Parents are being warned to approach the popular children’s product slime with caution after a study by consumer watchdogs found some contain higher levels of boron than is permitted by EU standards.

The tests by consumer group Which? found that 8 out of 11 slimes tested failed safety testing and some of the products had up to more than four times the safety limit.

According to Which? exposure to excessive levels of boron could cause irritation, diarrhoea, vomiting and cramps in the short term. Even more worryingly, studies of high levels of boron in animals have been linked to low birth weights, birth defects and developmental delays.

The EU states that exposure to very high levels of boron may impair fertility and may cause harm to the unborn child in pregnant women. Since the report, Amazon has removed all eight slimes from sale.

A spokesperson for Amaron said: “Amazon for comment, it said: “All Marketplace sellers must follow our selling guidelines and those who don’t will be subject to action, including potential removal of their account. The products in question are no longer available.”

What were the products tested?

The permitted level for boron in all children’s toys is 300mg/kg.


Products that didn’t meet permitted EU standards:

• Toysmith Jupiter Juice contains 1,400mg/kg.
• CCINEE Pink Fluffy Slime  contains 1,000mg/kg.
• Cosoro Dodolu contains Crystal Slime Magic Clay (Pink) 980mg/kg.
• Baker Ross Mini Bucket Putty (Green) contains 930mg/kg.
• iBase Toy Slime Toy (Purple) contains 860mg/kg.
• LOYO Fluffy Slime (Blue) contains 730mg/kg.
• Brezeh Brezeh Free Slime Toy (Orange) contains 560mg/kg.
• Virtuotrade My Fluffy Slime (Green) contains 560mg/kg.
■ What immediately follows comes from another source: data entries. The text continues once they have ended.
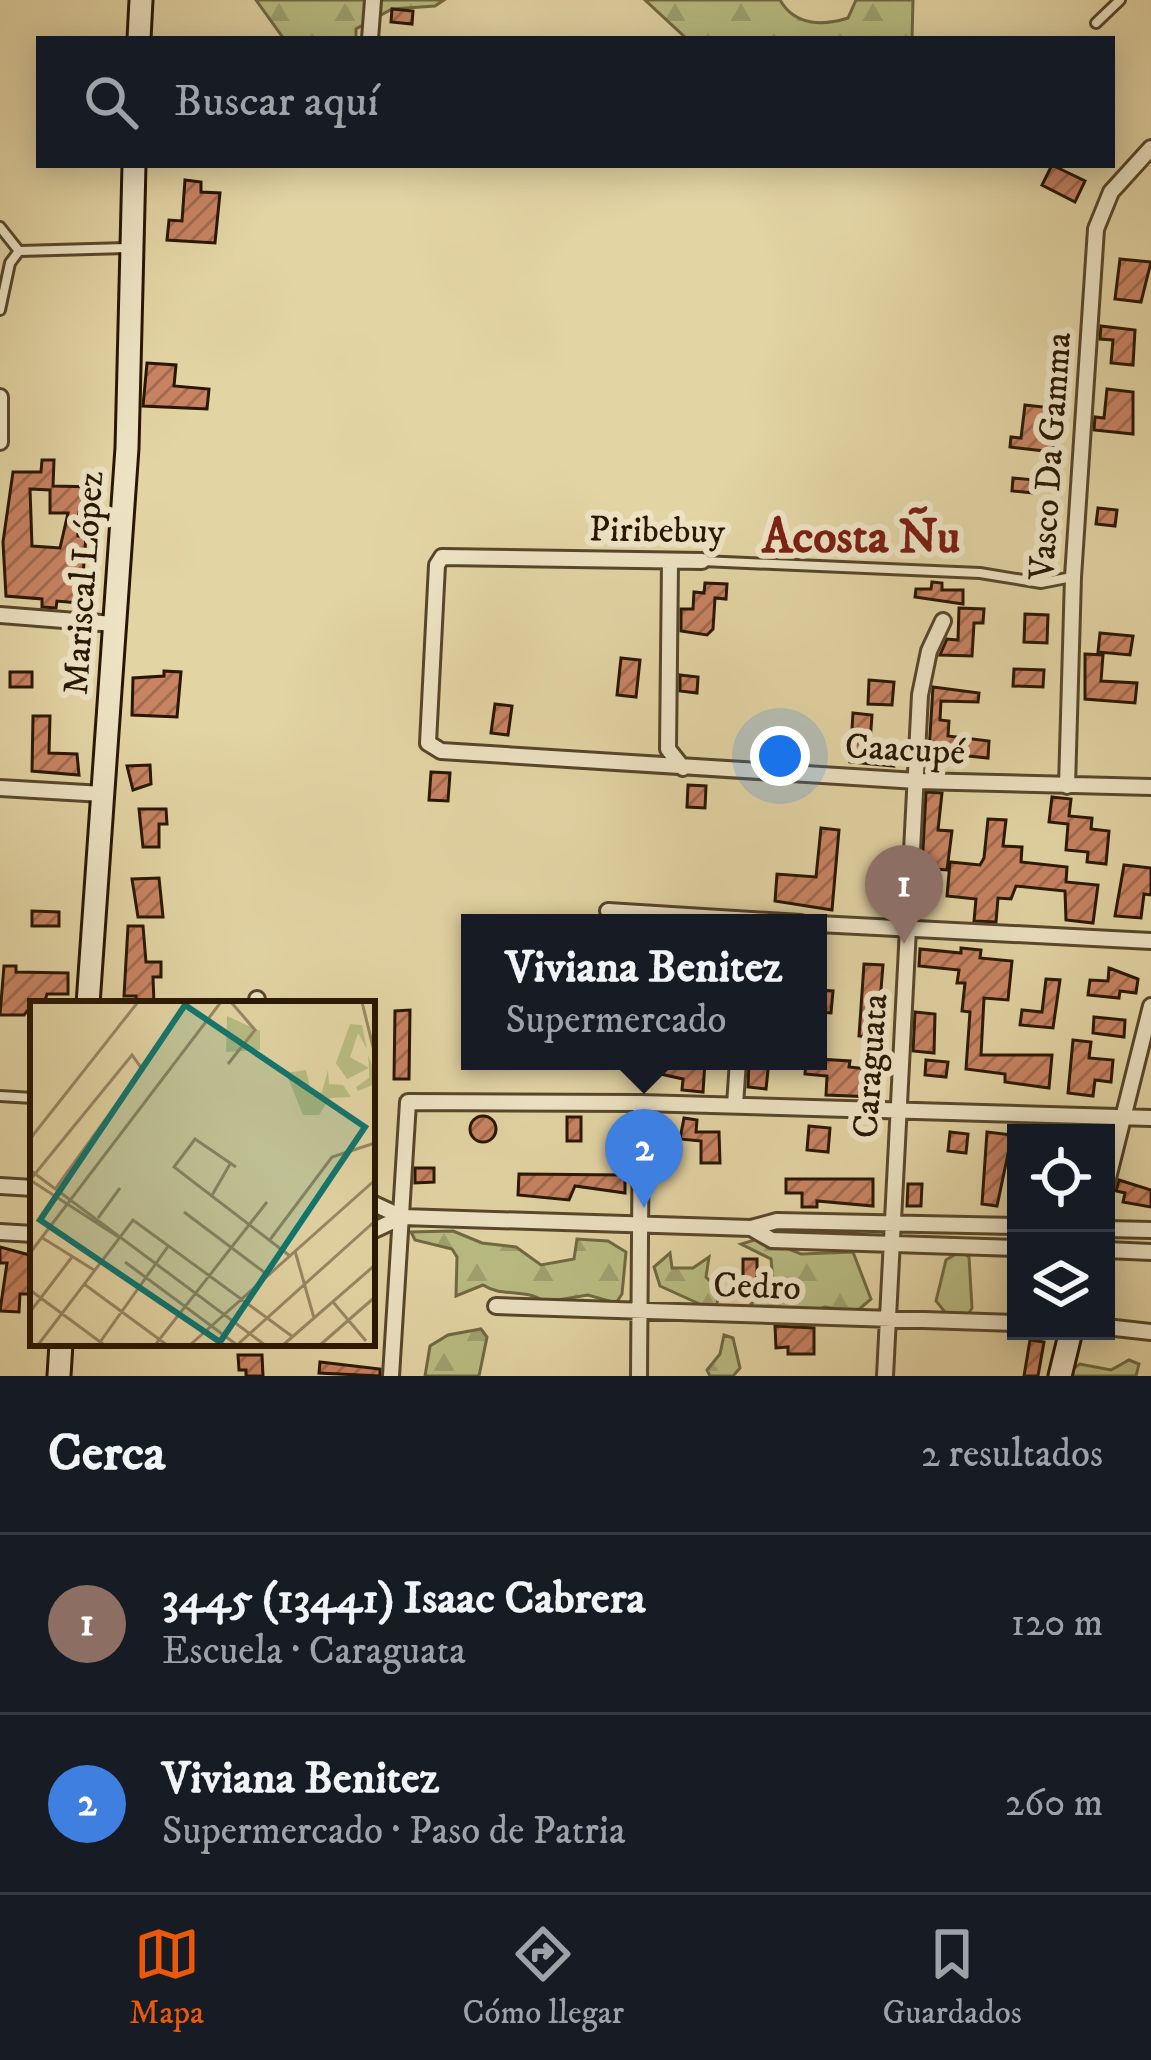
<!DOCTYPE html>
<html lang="es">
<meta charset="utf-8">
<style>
:root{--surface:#171b24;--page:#242831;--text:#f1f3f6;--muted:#9ea1a6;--line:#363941;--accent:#ea580c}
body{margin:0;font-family:"IM FELL DW Pica",serif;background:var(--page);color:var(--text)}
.controls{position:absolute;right:36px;bottom:36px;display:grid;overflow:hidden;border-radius:0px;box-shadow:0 6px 30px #0003}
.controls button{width:108px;height:108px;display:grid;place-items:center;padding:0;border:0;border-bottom:3px solid var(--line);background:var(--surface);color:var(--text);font:60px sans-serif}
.you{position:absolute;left:780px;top:756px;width:42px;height:42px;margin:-30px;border:9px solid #fff;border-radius:50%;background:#1a73e8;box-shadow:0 0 0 18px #1a73e833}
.badge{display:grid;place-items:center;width:78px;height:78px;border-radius:50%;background:var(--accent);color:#fff;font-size:39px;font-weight:700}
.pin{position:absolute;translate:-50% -99px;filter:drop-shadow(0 3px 6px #0008)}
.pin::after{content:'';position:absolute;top:63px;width:42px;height:36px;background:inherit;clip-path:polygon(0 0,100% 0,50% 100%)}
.popup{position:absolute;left:461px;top:914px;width:366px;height:156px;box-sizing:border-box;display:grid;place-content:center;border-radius:0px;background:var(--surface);filter:drop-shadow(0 3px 9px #0005);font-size:39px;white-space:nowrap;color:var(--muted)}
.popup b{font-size:45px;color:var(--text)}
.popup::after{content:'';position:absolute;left:50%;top:100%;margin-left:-24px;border:24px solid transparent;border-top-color:var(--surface)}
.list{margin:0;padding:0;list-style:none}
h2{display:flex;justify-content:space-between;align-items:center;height:156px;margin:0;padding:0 48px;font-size:51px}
h2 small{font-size:39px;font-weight:400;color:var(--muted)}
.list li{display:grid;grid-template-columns:78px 1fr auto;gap:36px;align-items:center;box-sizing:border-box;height:180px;padding:0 48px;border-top:3px solid var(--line)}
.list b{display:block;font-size:45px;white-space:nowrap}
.list p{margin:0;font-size:39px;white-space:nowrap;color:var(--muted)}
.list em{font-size:39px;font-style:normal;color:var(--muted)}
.icon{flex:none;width:66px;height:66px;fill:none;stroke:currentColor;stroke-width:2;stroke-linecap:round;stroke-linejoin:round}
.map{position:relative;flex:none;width:1151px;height:1376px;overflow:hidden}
.search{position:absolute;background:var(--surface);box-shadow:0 6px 30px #0003;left:36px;right:36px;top:36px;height:132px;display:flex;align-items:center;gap:30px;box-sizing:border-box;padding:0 42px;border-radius:0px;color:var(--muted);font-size:45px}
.sheet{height:516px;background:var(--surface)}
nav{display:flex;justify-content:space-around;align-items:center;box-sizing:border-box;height:168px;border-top:3px solid var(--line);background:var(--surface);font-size:33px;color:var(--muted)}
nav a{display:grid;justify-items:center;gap:6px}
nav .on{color:var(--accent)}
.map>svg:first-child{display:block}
</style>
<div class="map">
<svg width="1151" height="1376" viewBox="0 0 1151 1376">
<defs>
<pattern id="forest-firs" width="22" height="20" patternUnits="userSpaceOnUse" patternTransform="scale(3)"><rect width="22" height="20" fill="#b8bc82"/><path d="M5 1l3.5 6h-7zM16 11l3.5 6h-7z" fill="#9ea16f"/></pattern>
<pattern id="building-hatch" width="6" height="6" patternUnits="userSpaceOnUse" patternTransform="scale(3)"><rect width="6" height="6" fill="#c88363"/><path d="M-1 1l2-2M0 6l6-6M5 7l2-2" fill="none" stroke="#a26a4f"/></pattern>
</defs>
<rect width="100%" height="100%" fill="#e3d4a4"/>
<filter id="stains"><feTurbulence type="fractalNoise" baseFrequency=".00167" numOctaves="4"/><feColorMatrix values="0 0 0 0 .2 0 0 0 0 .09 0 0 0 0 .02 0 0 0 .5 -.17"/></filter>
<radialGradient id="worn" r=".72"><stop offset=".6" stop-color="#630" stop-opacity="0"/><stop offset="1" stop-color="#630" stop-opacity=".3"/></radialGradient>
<path fill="#b8bc82" stroke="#706942" stroke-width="3" d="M961,1251L969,1257L972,1308L967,1316L949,1317L936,1301L946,1260Z
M1129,1360L1139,1364L1136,1376H1062L1080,1364L1111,1370Z"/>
<path fill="url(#forest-firs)" stroke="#706942" stroke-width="3" d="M256,0H444L435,6L392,9L356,29V39H284Z
M645,0H780C795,26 823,26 848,18L856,0H913L912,39H687Z
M453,1231L482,1243L516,1247L541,1265L574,1259L577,1239L608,1241L626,1252L622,1294L616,1303L588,1295L545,1302C524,1287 503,1298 483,1285L456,1296L457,1257L452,1249L415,1240L411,1232Z
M761,1238L801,1254L853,1252L871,1299L856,1312L825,1307L807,1314L788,1308L758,1312L751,1304L773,1281L771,1259L741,1244Z
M670,1253L672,1268H693L709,1257L706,1277L720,1291L715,1311L660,1286L654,1267Z
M481,1329L487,1337L479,1376H425L430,1346L448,1335Z
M724,1335L733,1338L740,1368L733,1376H710L707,1370L720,1354Z"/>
<path fill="url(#building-hatch)" stroke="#281602" stroke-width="3" fill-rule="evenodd" d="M392,9L413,11L412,24L391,22Z
M1052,165L1085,181L1075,202L1042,185Z
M185,180L201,182V192L220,193L215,243L167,240L169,220L182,221Z
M1120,259L1151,262L1141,302L1115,299Z
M1101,326L1135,330L1133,365L1111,363L1113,340L1100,339Z
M147,363L176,365L174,386L209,389L207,409L143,406Z
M1107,389L1133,392V434L1094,430L1095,417L1104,418Z
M1025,405L1052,408L1053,452L1010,447L1011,437L1021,438Z
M42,460H54L53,486L96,487L95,514L79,513L78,536H86L83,576H93L91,604L57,601L56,608L42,607V599L6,596L3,542L13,472H41ZM30,489L50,490V513H68L60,548L32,546Z
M1013,478L1035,480L1034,493L1012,491Z
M1098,508L1117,510L1115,526L1096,524Z
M932,582L942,583V590H963V604L915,597L916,589H931Z
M705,583L727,584L726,599L715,598L713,629L707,635L681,631V609H693L694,592L704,593Z
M959,608L984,609L983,623H974L972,656L940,655L947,639L958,640Z
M1025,614L1048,615L1047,643L1024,642Z
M1100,633L1133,636L1130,655L1098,652Z
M1085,654L1103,655L1101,681L1137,683L1135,703L1085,699Z
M621,658L640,660L636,697L617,695Z
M1014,669L1044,670L1043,687L1013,686Z
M164,671L181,672L177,717L132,715L133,678L164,676Z
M10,672H32V687H10Z
M680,675L698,677L697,693L680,691Z
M869,680L894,682L892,705L868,704Z
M933,687L979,693L978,702L941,701L940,720L949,721L948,736L989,741L988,758L929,752Z
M495,704L512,706L508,735L491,733Z
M853,713L872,715L870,743L896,746L894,766L850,762Z
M33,716H50L49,753L77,754L79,775L32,771Z
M150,765L151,784L133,790L127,766Z
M431,772L450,773L448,801L429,800Z
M688,785L706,786L705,808L687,807Z
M926,792L942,793L938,830L952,831L947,870L922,868Z
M1052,797L1071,799L1069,816L1092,818L1091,829L1109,831L1106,864L1087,862L1088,852L1066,850L1068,824L1049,822Z
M139,809H166L167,824H159V847H143Z
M988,819L1006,820L1003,846L1022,847L1021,862L1067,867L1066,882L1098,885L1093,923L1066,920L1065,891L1016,886L1011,899L998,898L996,922L974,921L976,899L947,896L950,862L980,865L984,858Z
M821,828L839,830L832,910L775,901L777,874L816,877Z
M1124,865L1151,868V895L1144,894L1141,918L1115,916Z
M159,878L163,917H138L132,879Z
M32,911L59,912V926H32Z
M128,926H143L146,962H161V977H153L154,1004H136V996H124Z
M961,948L981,950L980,958L1012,961L1008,1000L984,998L981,1055H1052L1049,1088L1005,1082V1074L966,1069L970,1012L962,1011L965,983H957L959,970L919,966L920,949L961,953Z
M864,964L883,965L877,1038L859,1036Z
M4,966H16V972L68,973V994H47L44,1004H33L24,1015H0Z
M1109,968L1138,979L1136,993L1120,991L1119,998L1088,995L1090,980L1108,981Z
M1046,979L1060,980L1053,1028L1020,1025L1022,1010L1042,1012Z
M818,990L833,991L831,1013L818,1012Z
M410,1010L409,1079H394L395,1011Z
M915,1012L935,1014L934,1053L913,1051Z
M1094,1017L1125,1020L1124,1037L1093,1033Z
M1073,1040L1091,1042L1089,1058L1113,1060L1111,1082L1095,1080L1093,1096L1068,1093Z
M818,1059L850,1061L849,1067L878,1070L875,1097L826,1095L827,1076L805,1074L806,1061Z
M926,1060L948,1062L946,1077L925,1075Z
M657,1061H705L703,1092L682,1090L683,1079L656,1073Z
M749,1061H769L766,1089L748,1087Z
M470 1129a13 13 0 1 1 26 0a13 13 0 1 1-26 0Z
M567,1117H581V1141H567Z
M684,1118L697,1120L696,1132H719L720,1163H701V1141L680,1139Z
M809,1126L830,1128L828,1152L807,1150Z
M950,1132L968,1134L966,1153L948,1151Z
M987,1132L1012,1135L997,1206L982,1204Z
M415,1168H434V1182L415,1183Z
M519,1174L625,1175V1193L575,1186L569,1200L518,1195Z
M786,1179H873V1206L817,1201V1207H802V1193H786Z
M1119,1180L1151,1190V1207L1123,1202L1125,1193L1116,1191Z
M908,1184H922L921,1206H907Z
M0,1247L33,1256V1294H20L19,1312L0,1311L7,1263H0Z
M743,1259H757V1287H743Z
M775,1326L814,1328V1354H788V1347L776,1348Z
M1030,1340L1044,1342L1038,1376H1024Z
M238,1355H262L263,1376H246V1370H239Z
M320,1362L380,1369V1376L319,1373Z"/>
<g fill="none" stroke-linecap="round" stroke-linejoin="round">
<g stroke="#57462a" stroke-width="14">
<path id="lane" d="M1096,23L1120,0
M0,227L19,251
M0,310L10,263L19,251L127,248
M702,561L980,573L1041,583L1072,577
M0,1096L33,1098"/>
</g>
<g stroke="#57462a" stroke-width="20">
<path id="street" d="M370,39L373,0
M0,397V442
M702,561L442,557L437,565L428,743L441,751L917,781L1151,787
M670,563L668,749L683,768
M0,615L114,624
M1067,786L1073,577L1096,229L1111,192L1151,148
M0,788L103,794
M608,911L801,923
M818,924L1151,941
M257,1004V999
M735,1105L738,1061
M0,1186L33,1188
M1106,1186L1151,1006
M372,1203L402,1217L751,1228L777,1221L1016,1226
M751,1228L772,1240L1016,1248
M1106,1229L1151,1230
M372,1231L402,1217
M0,1232L33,1234
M1106,1250L1151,1252
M496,1306L1016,1323
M1106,1327L1151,1332
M391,1376L408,1102L641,1103L1151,1118
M639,1376L641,1103
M885,1376L920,695L929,651L943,621"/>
</g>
<g stroke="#281602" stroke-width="27">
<path id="secondary" d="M139,39L141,0
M88,1004L127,448L134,165
M59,1376L61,1343
M1060,1376L1071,1331"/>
</g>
<use href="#lane" stroke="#ede3c4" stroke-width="8"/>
<use href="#street" stroke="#ede3c4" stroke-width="14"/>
<use href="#secondary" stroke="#ede3c4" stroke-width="21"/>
</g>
<g text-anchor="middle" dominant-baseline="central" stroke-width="12" stroke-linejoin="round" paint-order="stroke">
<g font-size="36" fill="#281602" stroke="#ede3c4">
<text transform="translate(1051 456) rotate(-86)">Vasco Da Gamma</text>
<text transform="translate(657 531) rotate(1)">Piribebuy</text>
<text transform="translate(84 583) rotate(-86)">Mariscal López</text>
<text transform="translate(905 750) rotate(3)">Caacupé</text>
<text transform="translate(871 1066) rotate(-86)">Caraguata</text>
<text transform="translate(757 1287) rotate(2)">Cedro</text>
</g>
<g font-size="48" font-weight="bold" fill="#7a1f14" stroke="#ede3c4">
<text x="861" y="538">Acosta Ñu</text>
</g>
</g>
<g transform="translate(30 1001)">
<rect width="345" height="345" fill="#e3d4a4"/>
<path d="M197,15L230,30V49L196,51ZM320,23L332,24L337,48L328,32L320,56L339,67L338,54L345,72V83L328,90L326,86L339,77V67L317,78L306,62ZM276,69L282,95L292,91L298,69L299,83L313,84L321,96L300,97L289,114H273L256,72Z" fill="#b8bc82"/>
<path fill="none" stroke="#988863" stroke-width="3" d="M332,1L345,54M198,63L225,29L201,1M0,138L108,1M206,166L165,138L144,166L260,255M0,169L235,344M26,187L112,68L102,54L0,179L90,237M181,196L200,163M154,211L238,274M68,217L90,187M11,236L64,269M239,240L302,156L345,142M265,250L284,317M0,252L191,1M95,261L207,344M54,283L137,344M0,289L73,343M303,301L336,340M0,311L42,256M8,344L103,219L263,336M68,344L139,244M125,344L237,201M160,344L345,179M207,344L345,220M253,344L345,264M290,344L345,296"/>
<path fill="#0f766e" fill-opacity="0.15" stroke="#0f766e" stroke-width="6" d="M155,4L335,126L190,341L10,219Z"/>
<rect width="345" height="345" fill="none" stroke="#281602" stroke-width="6"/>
</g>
<rect width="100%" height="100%" filter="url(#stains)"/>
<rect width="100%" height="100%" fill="url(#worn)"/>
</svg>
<div class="controls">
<button><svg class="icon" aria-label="locate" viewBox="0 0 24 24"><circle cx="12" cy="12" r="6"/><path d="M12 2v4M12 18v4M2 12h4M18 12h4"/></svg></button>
<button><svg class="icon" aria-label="layers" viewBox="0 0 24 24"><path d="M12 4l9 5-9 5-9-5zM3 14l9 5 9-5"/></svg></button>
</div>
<div class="you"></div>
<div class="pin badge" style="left:904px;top:944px;background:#8d6e63">1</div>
<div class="pin badge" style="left:644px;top:1208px;background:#3f7fe0">2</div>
<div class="popup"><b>Viviana Benitez</b>Supermercado</div>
<div class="search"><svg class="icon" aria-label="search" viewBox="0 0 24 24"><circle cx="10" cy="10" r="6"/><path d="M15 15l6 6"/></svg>Buscar aquí</div>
</div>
<section class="sheet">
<h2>Cerca<small>2 resultados</small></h2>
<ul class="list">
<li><span class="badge" style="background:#8d6e63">1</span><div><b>3445 (13441) Isaac Cabrera</b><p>Escuela · Caraguata</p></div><em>120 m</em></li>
<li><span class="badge" style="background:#3f7fe0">2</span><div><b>Viviana Benitez</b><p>Supermercado · Paso de Patria</p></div><em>260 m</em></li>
</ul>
</section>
<nav>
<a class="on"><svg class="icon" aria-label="map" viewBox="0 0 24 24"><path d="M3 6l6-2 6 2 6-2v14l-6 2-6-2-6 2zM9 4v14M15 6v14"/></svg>Mapa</a>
<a><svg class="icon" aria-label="directions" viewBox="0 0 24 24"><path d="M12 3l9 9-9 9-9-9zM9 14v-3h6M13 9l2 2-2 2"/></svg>Cómo llegar</a>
<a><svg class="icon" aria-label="saved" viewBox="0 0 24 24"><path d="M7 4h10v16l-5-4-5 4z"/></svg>Guardados</a>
</nav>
Products that met permitted EU standards:

• HGL Goopy Slime (Green) contains 280mg/kg.
• Planet Slime Shop Hulk Green Halloween Slime contains 220mg/kg.
• Gmam Goo Glam Goo Deluxe Pack (Clear) contains 75mg/kg.

Nikki Stopford, director of research and publishing at Which?, said: “If you have school-age kids, you’re probably very well aware of the latest slime craze sweeping the playgrounds. Kids love it. Parents buying slime for their children should have peace of mind that these toys are safe, so they will be shocked to find that the health of their children could be put at risk by these slimes.

“There must be fundamental changes to the product safety system. Manufacturers must stop making unsafe products and the government and retailers simply have to do a far better job of getting anything identified as a risk off the shelves and out of people’s homes.”

Why use boron in slime?

Borax, which is a compound of boron gives slime its gelatinous texture. Borax and other derivatives of boron, such as boric acid are also used in other familiar products around the home, such as pesticides, face creams, contact lens solution, household cleaners and laundry detergent.

What if I’ve bought one of these slimes?

If you’ve bought or own one of the slimes with dangerous levels of boron, it counts as a faulty product as it’s in breach of safety regulations, and so you should be able to return the item to Amazon and get a full refund or replacement. This is whether it’s been opened or not.